Required action :: Every line containing the word "list" must be pulled from the records.
++++ Entries shown
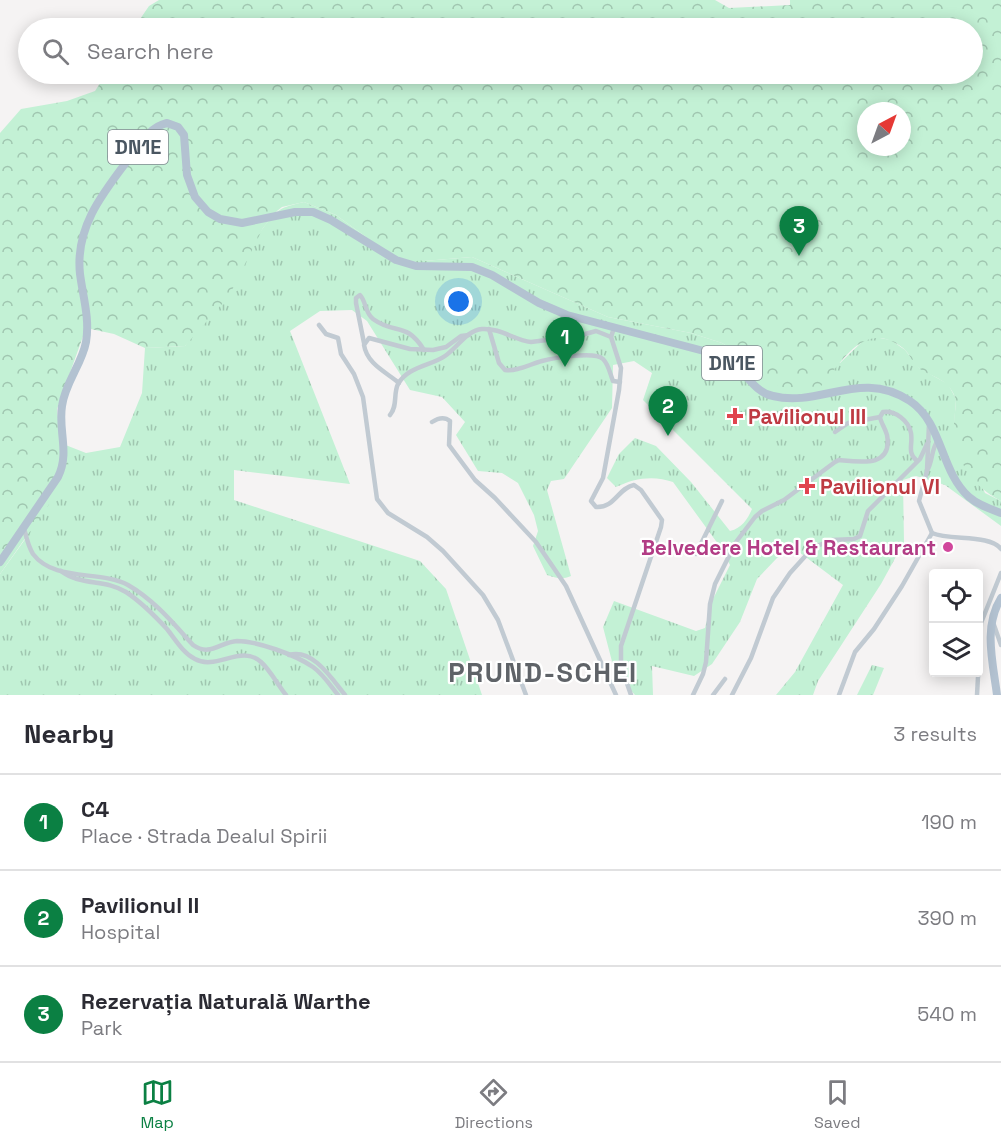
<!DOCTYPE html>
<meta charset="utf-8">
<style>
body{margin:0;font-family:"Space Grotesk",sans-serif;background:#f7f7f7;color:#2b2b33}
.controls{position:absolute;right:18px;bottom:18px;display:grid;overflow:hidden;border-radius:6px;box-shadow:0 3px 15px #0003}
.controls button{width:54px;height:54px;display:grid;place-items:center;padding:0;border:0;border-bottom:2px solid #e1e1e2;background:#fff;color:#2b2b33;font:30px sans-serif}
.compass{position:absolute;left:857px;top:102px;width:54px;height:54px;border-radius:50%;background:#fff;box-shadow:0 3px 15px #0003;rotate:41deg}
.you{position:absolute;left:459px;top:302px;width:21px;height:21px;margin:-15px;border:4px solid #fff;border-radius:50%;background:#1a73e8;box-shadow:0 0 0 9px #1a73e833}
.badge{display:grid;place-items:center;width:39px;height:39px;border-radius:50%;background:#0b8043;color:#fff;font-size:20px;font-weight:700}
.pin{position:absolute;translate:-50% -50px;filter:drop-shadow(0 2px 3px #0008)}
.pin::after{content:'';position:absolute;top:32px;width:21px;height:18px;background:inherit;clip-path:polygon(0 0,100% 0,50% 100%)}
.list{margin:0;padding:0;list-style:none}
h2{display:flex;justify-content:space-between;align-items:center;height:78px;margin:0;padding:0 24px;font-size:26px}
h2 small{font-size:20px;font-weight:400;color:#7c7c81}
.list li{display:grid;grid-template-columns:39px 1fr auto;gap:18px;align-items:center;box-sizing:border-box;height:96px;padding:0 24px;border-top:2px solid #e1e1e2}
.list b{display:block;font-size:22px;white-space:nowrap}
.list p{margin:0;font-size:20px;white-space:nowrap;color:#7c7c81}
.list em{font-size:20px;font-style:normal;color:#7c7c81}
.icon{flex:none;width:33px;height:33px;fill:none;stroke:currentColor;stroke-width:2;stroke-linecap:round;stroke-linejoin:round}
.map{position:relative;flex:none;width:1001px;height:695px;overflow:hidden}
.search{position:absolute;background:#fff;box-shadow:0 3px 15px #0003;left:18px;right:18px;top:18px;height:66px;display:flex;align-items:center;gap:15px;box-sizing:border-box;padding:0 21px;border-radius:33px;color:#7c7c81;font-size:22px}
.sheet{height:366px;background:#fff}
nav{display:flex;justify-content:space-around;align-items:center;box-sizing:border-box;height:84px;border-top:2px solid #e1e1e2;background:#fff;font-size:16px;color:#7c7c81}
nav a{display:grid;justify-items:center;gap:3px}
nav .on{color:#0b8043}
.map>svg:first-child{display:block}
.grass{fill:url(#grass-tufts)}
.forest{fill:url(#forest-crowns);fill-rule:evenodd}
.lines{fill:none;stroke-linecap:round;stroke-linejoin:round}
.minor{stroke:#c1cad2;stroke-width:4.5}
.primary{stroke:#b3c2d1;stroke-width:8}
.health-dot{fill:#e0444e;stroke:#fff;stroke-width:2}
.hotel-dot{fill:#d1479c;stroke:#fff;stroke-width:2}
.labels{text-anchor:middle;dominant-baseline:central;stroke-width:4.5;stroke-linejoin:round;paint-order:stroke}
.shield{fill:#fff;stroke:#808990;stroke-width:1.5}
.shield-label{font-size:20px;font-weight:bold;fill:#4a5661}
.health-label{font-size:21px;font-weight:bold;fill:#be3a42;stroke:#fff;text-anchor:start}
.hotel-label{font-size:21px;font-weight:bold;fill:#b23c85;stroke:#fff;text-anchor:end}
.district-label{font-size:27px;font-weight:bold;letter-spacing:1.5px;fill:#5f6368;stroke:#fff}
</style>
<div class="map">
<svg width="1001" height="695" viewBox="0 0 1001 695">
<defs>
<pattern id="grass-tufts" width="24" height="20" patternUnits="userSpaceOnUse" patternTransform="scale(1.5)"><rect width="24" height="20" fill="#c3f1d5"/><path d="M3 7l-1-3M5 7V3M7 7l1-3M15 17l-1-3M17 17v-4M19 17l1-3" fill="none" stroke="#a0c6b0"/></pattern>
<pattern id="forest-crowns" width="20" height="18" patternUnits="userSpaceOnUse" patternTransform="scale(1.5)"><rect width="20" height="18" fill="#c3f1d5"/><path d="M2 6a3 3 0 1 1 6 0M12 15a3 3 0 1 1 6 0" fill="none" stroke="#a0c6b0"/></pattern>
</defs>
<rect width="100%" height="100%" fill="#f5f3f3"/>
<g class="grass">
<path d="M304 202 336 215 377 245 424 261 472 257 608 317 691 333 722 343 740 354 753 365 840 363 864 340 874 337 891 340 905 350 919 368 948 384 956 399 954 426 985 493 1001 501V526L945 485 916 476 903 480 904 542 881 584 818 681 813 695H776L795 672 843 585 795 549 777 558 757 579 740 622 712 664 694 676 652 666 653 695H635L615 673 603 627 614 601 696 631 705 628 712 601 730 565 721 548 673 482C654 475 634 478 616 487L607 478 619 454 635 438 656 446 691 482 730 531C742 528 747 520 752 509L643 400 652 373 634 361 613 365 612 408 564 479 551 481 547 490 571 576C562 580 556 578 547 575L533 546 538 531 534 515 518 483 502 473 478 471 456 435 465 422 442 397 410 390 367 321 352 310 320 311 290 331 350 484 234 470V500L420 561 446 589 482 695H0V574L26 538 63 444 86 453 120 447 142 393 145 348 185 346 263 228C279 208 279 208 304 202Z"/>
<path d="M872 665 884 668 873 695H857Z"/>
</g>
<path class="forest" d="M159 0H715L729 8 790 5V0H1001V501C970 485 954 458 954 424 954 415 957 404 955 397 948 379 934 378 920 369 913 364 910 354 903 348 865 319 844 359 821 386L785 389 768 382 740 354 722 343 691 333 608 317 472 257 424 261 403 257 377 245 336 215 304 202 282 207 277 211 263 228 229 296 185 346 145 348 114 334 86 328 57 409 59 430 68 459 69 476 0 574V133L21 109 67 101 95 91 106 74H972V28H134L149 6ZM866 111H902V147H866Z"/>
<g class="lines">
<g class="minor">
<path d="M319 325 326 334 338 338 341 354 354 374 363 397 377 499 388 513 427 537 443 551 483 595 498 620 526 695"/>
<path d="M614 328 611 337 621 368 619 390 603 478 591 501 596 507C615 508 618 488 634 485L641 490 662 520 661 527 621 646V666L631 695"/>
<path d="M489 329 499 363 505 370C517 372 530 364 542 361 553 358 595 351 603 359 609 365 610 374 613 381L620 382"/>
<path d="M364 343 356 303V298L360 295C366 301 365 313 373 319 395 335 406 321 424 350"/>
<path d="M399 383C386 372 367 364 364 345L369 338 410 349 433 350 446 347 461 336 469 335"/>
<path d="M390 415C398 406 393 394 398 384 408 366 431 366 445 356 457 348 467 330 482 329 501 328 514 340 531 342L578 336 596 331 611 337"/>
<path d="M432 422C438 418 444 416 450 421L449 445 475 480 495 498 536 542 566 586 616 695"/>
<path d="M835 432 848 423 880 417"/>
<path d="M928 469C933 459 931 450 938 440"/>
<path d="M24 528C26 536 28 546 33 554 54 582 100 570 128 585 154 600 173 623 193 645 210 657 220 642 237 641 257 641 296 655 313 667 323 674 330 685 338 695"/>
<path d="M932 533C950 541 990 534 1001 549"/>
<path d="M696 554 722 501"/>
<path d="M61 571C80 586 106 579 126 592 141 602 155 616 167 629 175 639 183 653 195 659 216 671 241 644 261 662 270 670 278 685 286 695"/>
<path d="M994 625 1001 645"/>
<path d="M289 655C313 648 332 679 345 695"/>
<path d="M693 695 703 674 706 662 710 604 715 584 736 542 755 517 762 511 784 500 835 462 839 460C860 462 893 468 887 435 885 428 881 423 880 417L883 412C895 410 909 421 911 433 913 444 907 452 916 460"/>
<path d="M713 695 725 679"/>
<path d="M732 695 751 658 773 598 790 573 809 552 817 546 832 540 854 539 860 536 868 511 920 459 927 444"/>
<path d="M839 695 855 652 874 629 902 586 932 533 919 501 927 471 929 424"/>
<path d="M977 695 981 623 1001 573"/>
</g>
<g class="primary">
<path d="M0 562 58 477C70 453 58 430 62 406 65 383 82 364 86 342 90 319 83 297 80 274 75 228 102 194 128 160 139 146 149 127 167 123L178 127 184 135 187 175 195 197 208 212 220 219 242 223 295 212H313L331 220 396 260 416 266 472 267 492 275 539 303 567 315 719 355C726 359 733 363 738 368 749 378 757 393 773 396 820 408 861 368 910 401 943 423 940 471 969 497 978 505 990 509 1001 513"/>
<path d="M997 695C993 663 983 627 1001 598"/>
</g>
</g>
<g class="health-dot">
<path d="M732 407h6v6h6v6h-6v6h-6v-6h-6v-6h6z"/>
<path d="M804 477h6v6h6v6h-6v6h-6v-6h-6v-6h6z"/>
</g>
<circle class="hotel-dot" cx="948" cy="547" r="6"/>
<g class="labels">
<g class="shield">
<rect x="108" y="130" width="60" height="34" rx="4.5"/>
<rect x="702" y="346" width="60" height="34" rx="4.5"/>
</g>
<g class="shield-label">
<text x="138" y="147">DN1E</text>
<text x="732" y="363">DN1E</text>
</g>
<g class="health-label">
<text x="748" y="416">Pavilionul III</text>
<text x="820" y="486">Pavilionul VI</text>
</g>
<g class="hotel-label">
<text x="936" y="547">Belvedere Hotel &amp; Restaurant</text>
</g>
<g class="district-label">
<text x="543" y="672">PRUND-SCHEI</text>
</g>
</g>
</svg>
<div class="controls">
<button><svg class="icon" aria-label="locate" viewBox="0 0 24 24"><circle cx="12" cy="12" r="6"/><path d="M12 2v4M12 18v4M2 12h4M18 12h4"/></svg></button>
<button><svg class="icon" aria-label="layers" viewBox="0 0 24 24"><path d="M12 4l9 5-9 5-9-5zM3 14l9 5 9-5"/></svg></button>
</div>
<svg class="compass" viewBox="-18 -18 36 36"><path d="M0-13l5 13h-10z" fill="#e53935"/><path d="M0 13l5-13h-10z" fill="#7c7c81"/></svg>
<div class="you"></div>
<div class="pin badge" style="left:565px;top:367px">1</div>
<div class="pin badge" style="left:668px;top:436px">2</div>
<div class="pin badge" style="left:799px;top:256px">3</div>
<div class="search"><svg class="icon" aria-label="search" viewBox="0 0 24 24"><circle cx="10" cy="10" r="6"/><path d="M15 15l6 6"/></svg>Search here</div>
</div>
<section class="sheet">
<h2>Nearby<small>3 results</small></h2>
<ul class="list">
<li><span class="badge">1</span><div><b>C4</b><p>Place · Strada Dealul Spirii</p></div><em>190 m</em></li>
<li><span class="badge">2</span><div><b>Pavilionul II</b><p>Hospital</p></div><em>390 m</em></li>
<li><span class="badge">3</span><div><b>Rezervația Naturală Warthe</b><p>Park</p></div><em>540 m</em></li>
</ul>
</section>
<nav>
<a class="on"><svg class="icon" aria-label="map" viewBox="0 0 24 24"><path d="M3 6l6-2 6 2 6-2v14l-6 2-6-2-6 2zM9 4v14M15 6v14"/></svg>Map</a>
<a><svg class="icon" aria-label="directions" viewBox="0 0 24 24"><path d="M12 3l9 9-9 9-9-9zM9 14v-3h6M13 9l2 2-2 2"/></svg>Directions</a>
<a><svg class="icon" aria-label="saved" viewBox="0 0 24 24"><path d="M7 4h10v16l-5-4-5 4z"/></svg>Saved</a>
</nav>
++++++++
Solution ::
.list{margin:0;padding:0;list-style:none}
.list li{display:grid;grid-template-columns:39px 1fr auto;gap:18px;align-items:center;box-sizing:border-box;height:96px;padding:0 24px;border-top:2px solid #e1e1e2}
.list b{display:block;font-size:22px;white-space:nowrap}
.list p{margin:0;font-size:20px;white-space:nowrap;color:#7c7c81}
.list em{font-size:20px;font-style:normal;color:#7c7c81}
<ul class="list">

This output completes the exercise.